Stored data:

§ §

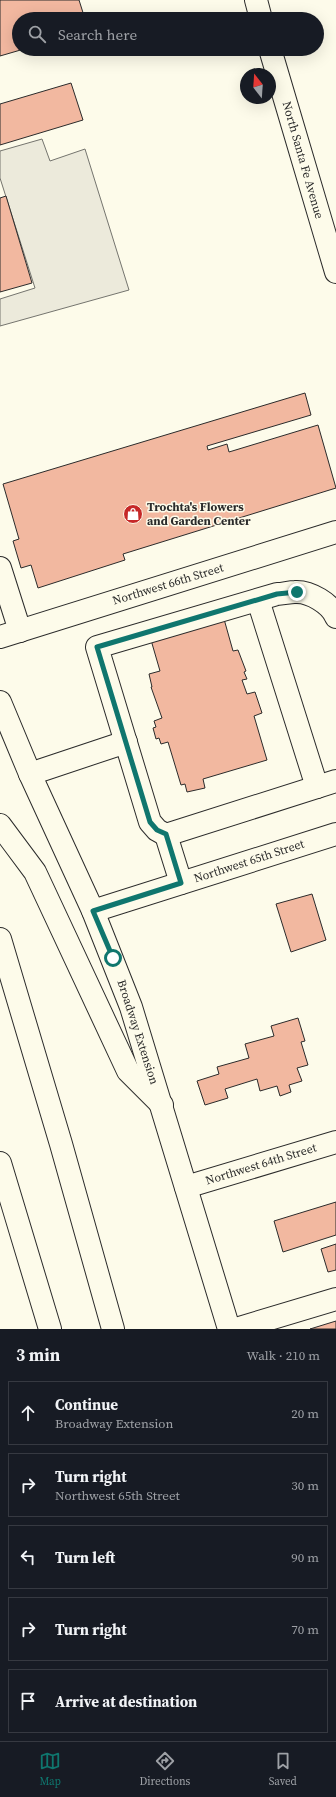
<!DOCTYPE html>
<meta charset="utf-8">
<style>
body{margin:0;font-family:"Source Serif 4",serif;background:#20242c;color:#f1f3f6}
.compass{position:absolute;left:240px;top:68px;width:36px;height:36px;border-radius:50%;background:#171b24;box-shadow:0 4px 16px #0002;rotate:343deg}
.stop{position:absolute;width:12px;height:12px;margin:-9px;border:3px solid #0f766e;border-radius:50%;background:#fff}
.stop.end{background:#0f766e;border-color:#fff;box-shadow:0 1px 4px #0008}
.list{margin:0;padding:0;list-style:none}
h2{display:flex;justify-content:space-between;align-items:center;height:52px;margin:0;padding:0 16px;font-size:17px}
h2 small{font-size:13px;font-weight:400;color:#9ea1a6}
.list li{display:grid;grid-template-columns:26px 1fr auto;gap:12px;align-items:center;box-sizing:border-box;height:64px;margin:0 8px 8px;padding:0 8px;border:1px solid #363941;border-radius:0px}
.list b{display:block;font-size:15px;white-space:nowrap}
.list p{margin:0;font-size:13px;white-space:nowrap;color:#9ea1a6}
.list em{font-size:13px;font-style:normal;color:#9ea1a6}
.icon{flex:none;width:22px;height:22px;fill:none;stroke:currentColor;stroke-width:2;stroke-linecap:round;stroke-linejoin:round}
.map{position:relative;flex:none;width:336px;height:1329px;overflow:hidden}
.search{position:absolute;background:#171b24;box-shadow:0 4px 16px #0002;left:12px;right:12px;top:12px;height:44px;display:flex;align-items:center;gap:10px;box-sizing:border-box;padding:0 14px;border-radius:22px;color:#9ea1a6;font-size:15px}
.sheet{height:412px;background:#171b24}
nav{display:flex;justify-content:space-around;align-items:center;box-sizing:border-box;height:56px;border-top:1px solid #363941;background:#171b24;font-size:11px;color:#9ea1a6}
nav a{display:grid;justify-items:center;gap:2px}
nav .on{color:#0f766e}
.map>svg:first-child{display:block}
.parking{fill:#eceadb;stroke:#74746e}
.building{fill:#f2b8a0;stroke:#2b2b2b}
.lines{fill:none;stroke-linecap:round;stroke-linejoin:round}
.minor-casing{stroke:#2b2b2b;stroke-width:24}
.major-casing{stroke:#2b2b2b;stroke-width:24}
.highway-casing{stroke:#2b2b2b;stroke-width:24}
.minor{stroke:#fdfbea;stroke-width:22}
.major{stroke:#fdfbea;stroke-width:22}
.highway{stroke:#fdfbea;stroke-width:22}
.route{stroke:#0f766e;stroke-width:5}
.labels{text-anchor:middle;stroke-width:3;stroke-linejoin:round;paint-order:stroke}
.street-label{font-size:12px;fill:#2b2b2b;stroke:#fdfbea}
.poi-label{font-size:12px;font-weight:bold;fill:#2b2b2b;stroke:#fdfbea;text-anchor:start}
</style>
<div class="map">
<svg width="336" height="1329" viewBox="0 0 336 1329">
<rect width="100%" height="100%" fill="#fdfbea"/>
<polygon class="parking" points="42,139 50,161 85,149 129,290 0,326 0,299 35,288 0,178 0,151"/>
<g class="building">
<polygon points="0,0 79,0 85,19 19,19 19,49 24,49 0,56"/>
<polygon points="71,83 83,120 0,145 0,104"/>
<polygon points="6,196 32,283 0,292 0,198"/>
<polygon points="305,393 311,415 207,446 208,450 227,444 229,452 318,425 336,488 123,554 125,560 38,588 31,565 21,568 13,541 19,539 3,484"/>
<polygon points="224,619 233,651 238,650 246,671 244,672 247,679 242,680 247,694 255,692 262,713 254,716 267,760 203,779 205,788 187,792 185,784 181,785 168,742 161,744 159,738 156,739 153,728 156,727 154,721 162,718 151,687 152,687 149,674 160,671 151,640"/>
<polygon points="312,894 326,940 291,952 276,904"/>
<polygon points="298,1018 305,1041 301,1042 308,1065 297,1068 302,1081 289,1085 291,1092 280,1096 277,1086 260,1091 257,1079 225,1089 228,1098 205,1105 197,1081 219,1074 217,1067 249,1058 245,1044 274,1036 271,1026"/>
<polygon points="336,1202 336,1235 283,1252 274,1221"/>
<polygon points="336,1244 336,1270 328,1272 321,1249"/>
<polygon points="336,1321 336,1329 310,1329"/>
</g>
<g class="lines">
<g class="minor-casing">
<g id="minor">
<polyline points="256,0 261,19"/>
<polyline points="270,49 336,272"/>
<polyline points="0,568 20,631"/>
<polyline points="258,600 317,787"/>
<path d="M336,617C331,604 310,591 295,592C289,592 283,594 277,594L97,647L150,822L157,830L166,835L336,781"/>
<polyline points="0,637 336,532"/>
<polyline points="30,774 126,742"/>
<polyline points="166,835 181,883"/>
<polyline points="93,911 336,834"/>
<polyline points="186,1187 336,1142"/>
<polyline points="236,1329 336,1299"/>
</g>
</g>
<g class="major-casing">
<polyline id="major" points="0,702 30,774 93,911 131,1007 229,1329"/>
</g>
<g class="highway-casing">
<g id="highway">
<polyline points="0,825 35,872 128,1071 162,1105"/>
<polyline points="0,939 61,1144 113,1329"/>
<polyline points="0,1163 50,1329"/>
</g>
</g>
<use href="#minor" class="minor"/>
<use href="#major" class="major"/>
<use href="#highway" class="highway"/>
</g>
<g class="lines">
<polyline class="route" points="113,958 93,911 181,883 166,834 157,830 150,822 97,647 277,594 297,592"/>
</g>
<defs>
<g id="shop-disc" transform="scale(1)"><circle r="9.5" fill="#c62828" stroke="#fdfbea"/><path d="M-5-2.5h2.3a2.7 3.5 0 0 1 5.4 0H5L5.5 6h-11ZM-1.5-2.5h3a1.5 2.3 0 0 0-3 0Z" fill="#fff"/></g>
</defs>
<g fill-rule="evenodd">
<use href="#shop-disc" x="133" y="514"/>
</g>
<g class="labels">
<g class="street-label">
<text transform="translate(303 160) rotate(74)" y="4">North Santa Fe Avenue</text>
<text transform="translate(168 584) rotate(-17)" y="4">Northwest 66th Street</text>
<text transform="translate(249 861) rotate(-18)" y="4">Northwest 65th Street</text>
<text transform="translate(138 1032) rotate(72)" y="4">Broadway Extension</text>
<text transform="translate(261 1164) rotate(-17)" y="4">Northwest 64th Street</text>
</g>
<g class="poi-label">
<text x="147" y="511">Trochta's Flowers<tspan x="147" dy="14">and Garden Center</tspan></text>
</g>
</g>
</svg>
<svg class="compass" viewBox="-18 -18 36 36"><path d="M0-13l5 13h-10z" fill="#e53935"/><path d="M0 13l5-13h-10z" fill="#9ea1a6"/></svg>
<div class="stop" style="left:113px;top:958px"></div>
<div class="stop end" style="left:297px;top:592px"></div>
<div class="search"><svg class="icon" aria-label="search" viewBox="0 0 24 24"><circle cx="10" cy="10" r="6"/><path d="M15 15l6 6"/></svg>Search here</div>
</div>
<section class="sheet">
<h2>3 min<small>Walk · 210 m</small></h2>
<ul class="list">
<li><svg class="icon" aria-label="ahead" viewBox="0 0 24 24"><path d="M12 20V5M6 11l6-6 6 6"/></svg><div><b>Continue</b><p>Broadway Extension</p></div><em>20 m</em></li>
<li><svg class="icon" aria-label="right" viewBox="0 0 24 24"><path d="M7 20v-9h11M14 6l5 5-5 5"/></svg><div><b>Turn right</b><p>Northwest 65th Street</p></div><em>30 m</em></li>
<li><svg class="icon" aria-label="left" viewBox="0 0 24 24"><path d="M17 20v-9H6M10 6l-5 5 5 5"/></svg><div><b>Turn left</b></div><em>90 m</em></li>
<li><svg class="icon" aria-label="right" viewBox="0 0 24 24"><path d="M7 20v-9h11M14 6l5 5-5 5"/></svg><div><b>Turn right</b></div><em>70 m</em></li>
<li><svg class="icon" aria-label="arrive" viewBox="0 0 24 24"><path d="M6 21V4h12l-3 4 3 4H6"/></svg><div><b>Arrive at destination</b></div></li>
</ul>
</section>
<nav>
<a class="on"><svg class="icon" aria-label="map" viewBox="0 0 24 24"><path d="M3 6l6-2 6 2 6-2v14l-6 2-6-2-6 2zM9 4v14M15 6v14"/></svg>Map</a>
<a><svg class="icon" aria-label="directions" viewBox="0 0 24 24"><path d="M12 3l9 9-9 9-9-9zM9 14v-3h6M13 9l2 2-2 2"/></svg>Directions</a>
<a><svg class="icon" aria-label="saved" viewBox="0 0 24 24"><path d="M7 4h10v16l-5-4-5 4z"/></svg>Saved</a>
</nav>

§ §

> _What is expected_:
If a line of the data above contains "sheet", copy it out.

> _Output of the task_:
.sheet{height:412px;background:#171b24}
<section class="sheet">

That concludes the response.